In 1983, I took off for America on a Fulbright Scholarship to do my Ph.D. at Princeton University, just as Blueprint magazine was launching in London. As its U.S. Correspondent, I'd frequently abscond from Princeton's leafy campus and fly People Express to various U.S. cities, to write critiques of new buildings and profiles of their architects. This was the era of the fax, Mac SEs, and 35mm transparencies sent to London by courier (whose liveried representatives would literally show up at my dorm room to collect my copy and images).

Back in London in the late 1980s, I began writing for the Arts page of The Independent, the new broadsheet national newspaper—first on architecture, and later on photography. I learned to write to a pre-determined page layout and word-length using ATEX software, and to cut and completely rewrite my feature in a matter of hours, before it went to press for the next day's paper. I wrote on film and visual arts for Sight & Sound and New Statesman & Society, and between deadlines, somehow completed my doctoral dissertation (Princeton University, 1989).
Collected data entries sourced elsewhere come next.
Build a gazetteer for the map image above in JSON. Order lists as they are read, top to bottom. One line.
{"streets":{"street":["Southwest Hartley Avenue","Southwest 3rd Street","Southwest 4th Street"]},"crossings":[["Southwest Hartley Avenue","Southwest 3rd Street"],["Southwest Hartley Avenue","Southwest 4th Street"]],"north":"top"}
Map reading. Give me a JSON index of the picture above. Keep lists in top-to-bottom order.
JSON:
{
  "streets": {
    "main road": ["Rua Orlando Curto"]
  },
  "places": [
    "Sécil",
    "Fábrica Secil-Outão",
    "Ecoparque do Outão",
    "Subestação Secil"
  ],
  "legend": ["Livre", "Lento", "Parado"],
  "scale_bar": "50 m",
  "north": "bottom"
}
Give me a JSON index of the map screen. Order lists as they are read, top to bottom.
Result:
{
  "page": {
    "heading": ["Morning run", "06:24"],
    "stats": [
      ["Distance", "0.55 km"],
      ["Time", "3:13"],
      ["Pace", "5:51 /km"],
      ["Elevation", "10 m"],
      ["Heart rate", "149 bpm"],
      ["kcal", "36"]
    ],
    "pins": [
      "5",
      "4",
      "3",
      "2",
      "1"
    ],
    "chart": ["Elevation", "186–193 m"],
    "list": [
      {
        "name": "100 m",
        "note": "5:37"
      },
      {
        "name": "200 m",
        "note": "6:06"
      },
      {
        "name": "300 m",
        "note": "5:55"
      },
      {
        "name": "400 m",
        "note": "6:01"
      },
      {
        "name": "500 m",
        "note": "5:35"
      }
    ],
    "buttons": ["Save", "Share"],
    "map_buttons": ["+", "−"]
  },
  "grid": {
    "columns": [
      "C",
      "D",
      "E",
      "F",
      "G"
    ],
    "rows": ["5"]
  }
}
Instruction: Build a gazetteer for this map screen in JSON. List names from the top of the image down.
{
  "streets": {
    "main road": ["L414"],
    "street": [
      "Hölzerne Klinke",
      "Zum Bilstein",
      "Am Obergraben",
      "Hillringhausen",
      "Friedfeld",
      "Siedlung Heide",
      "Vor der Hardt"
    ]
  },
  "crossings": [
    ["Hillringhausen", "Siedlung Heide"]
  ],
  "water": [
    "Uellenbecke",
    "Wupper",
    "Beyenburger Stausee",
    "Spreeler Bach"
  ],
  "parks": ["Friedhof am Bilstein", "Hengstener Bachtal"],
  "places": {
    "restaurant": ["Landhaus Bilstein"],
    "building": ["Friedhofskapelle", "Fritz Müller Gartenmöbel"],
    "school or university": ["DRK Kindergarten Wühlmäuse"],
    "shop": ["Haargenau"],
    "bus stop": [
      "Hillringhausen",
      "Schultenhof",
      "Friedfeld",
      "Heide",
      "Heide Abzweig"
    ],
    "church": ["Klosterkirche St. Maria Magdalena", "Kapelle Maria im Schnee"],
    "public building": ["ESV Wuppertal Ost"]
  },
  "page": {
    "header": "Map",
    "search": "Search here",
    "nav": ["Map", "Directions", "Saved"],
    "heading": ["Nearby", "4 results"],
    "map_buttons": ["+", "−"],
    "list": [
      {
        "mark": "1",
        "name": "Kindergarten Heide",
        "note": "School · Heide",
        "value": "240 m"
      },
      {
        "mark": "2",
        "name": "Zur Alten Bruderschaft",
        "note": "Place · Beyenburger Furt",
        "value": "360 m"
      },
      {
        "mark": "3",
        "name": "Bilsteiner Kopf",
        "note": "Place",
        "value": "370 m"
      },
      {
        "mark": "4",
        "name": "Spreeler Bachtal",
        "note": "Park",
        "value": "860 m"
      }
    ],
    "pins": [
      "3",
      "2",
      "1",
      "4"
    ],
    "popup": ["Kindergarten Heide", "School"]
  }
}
I joined Punch as Features Editor (when this venerable weekly humor magazine was attempting to revive itself for a younger readership, à la Spy magazine) then served as Guest Editor of Blueprint for a few months during the editor’s sabbatical, before taking a job in Chicago.

In the early 1990s, having moved to New York, I became Writer-at-Large for I.D. International Design magazine (not to be confused with i.D., the fashion and music magazine). With the Internet in the ascendant, I focused on the design aspects of new media, writing profiles of information design pioneers such as Muriel Cooper of MIT’s Visible Language Workshop, and Bob Stein of the Voyager Company. I also contributed to various US and European publications, including Domusfrieze, Lotus International, Metropolis, Ottagono, Print, The New York Times magazine.

As Director of the University of Minnesota Design Institute (2000-2008), I launched a publishing program spanning print, broadcasting and digital media. The DI co-produced TV programs with Twin Cities Public Television; made video documentaries of our Design Camp for teens program (2002, 2003 editions) and our 2003 Big Urban Game. We published two award-winning books, Metro Letters: A Typeface for the Twin Cities, and Else/Where: Mapping — New Cartographies of Networks and Territories; numerous poster-sized Knowledge Maps on topics ranging from the design of the US election system to digital fabrication methods; a boxed set of nine alternative cartographies of the Twin Cities; and The Knowledge Circuit, an online review of global digital media conferences, on the DI’s website.

Having shifted my career towards physical making, my writing has also shifted—towards the relationship between analog and digital; the meaning of the hand-made in an age of digital fabrication; ceramics as fine art; and the paradoxes and persistence of craft production in an era of globalized manufacturing.